Supplied material:
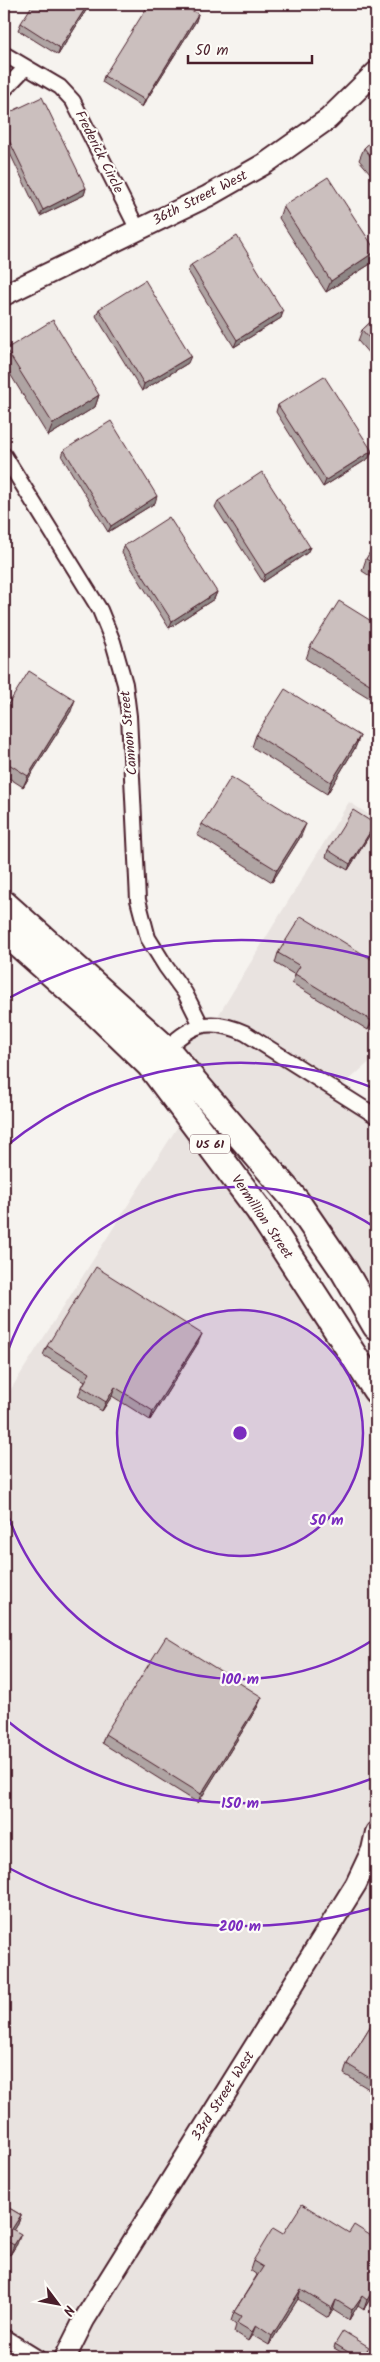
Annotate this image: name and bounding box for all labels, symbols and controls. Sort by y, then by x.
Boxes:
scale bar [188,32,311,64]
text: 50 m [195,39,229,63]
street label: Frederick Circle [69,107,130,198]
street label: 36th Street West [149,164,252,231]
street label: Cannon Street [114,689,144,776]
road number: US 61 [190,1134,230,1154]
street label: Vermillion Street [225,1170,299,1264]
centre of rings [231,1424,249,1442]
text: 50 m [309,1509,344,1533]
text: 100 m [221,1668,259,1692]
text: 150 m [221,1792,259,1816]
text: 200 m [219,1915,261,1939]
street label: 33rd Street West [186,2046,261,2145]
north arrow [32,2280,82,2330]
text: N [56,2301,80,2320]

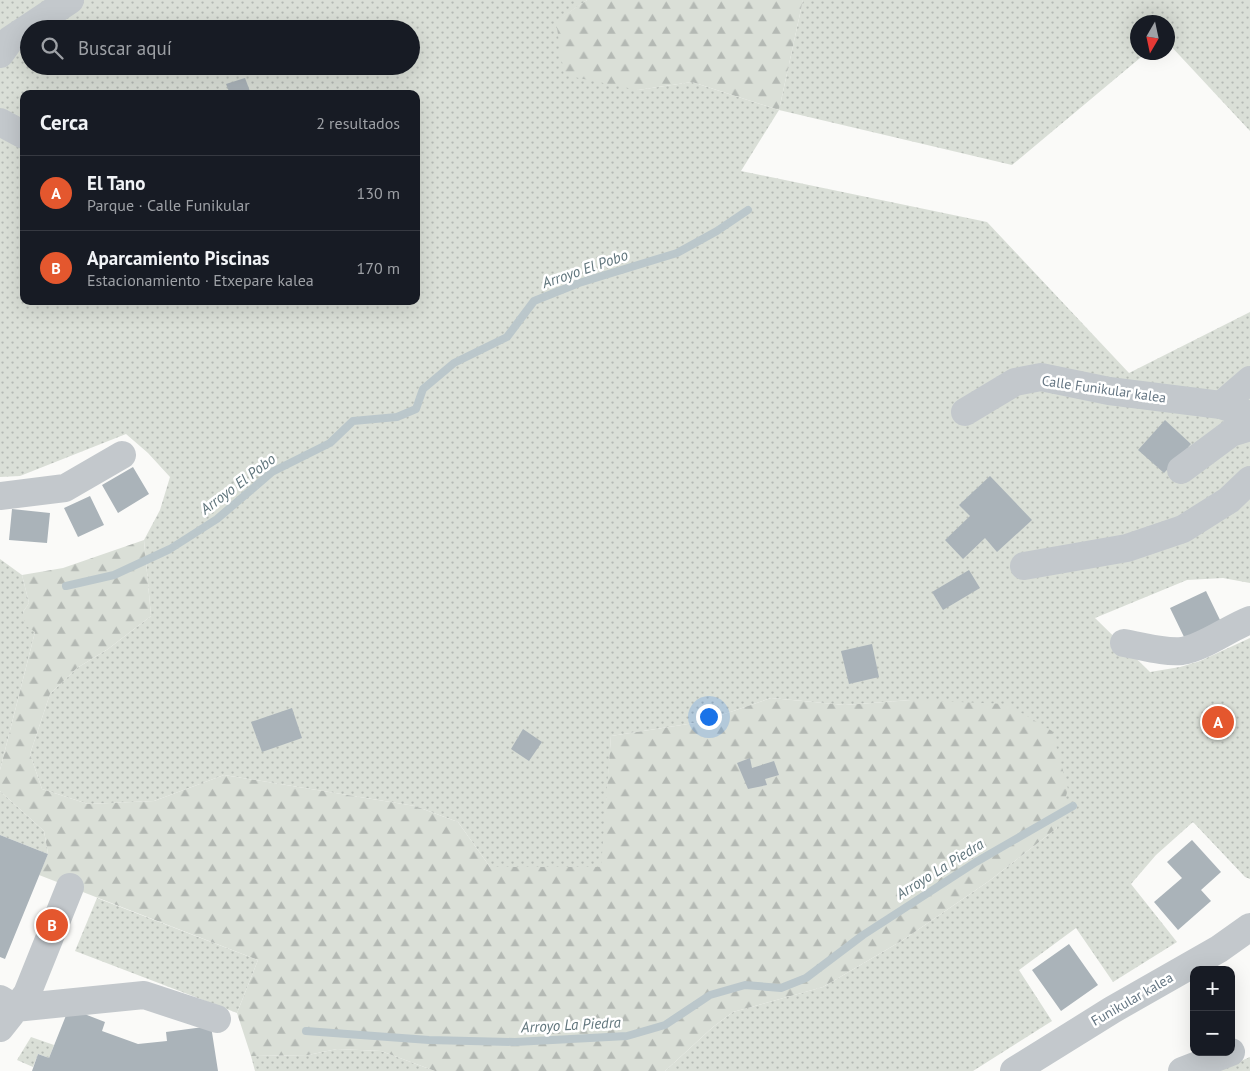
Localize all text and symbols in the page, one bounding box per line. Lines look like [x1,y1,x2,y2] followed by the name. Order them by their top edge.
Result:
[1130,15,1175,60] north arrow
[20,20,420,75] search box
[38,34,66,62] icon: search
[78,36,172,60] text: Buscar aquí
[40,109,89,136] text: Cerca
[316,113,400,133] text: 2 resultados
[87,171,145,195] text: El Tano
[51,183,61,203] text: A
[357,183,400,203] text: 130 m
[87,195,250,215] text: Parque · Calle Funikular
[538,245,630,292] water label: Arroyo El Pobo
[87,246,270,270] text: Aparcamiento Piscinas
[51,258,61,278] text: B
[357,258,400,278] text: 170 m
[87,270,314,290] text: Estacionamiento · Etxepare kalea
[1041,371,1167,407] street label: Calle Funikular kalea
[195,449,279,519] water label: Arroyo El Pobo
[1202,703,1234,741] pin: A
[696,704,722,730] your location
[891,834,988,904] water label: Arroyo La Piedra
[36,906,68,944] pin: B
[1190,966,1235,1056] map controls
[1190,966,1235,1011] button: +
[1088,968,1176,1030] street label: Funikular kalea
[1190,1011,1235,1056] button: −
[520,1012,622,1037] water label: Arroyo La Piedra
* * *
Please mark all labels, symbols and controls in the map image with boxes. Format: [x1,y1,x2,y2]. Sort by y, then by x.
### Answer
...
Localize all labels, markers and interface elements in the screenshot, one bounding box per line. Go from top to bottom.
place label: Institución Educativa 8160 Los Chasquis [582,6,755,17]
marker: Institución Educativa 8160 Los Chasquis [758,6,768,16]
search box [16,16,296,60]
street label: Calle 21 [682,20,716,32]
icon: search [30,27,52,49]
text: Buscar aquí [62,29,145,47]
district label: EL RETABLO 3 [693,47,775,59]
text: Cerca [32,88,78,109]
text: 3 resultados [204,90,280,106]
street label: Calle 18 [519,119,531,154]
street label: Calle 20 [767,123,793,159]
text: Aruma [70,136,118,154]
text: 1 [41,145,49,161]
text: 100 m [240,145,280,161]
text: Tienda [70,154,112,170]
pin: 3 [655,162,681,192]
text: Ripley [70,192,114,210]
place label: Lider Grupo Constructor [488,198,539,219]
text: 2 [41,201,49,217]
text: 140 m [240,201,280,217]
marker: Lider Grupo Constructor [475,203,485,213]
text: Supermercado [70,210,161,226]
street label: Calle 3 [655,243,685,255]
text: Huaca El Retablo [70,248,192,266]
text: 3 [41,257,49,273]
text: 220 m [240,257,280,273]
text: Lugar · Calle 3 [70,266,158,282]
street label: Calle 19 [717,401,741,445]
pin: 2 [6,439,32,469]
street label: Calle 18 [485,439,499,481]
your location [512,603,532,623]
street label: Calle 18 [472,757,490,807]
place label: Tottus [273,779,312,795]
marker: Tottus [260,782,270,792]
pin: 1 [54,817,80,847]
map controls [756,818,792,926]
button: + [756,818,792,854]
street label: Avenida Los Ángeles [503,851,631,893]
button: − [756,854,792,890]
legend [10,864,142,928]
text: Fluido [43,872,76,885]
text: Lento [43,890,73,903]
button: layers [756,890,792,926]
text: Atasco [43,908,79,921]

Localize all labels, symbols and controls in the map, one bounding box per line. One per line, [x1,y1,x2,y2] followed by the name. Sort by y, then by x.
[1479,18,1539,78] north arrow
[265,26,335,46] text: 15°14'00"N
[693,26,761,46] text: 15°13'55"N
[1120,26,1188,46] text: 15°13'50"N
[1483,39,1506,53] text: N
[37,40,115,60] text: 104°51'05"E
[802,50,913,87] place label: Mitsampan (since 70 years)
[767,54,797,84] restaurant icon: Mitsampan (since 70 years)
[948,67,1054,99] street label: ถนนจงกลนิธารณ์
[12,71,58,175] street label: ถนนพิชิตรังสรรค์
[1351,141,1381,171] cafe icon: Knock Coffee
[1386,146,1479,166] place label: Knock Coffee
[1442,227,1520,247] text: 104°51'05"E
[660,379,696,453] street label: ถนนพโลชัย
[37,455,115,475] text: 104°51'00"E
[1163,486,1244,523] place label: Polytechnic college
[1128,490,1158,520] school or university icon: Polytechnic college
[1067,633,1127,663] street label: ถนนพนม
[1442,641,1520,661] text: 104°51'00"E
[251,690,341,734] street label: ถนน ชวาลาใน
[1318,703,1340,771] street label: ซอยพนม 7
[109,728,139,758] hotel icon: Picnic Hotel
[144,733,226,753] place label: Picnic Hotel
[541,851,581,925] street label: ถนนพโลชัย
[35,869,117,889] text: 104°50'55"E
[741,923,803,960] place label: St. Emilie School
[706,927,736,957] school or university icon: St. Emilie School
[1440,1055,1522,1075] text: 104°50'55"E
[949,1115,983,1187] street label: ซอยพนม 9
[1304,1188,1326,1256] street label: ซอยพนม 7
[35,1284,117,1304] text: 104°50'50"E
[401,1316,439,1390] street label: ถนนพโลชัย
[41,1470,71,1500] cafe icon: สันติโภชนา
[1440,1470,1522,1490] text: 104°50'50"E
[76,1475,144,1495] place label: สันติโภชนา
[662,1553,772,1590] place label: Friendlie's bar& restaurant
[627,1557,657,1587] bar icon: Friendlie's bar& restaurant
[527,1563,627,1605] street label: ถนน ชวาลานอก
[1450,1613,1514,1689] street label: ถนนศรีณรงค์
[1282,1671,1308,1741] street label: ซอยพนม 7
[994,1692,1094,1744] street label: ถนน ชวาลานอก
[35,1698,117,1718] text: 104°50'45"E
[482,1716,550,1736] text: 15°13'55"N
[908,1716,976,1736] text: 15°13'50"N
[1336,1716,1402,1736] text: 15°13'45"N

Your goal:
What is the number of lines in the material above that include "image"? Answer with the number only.

Final answer:
2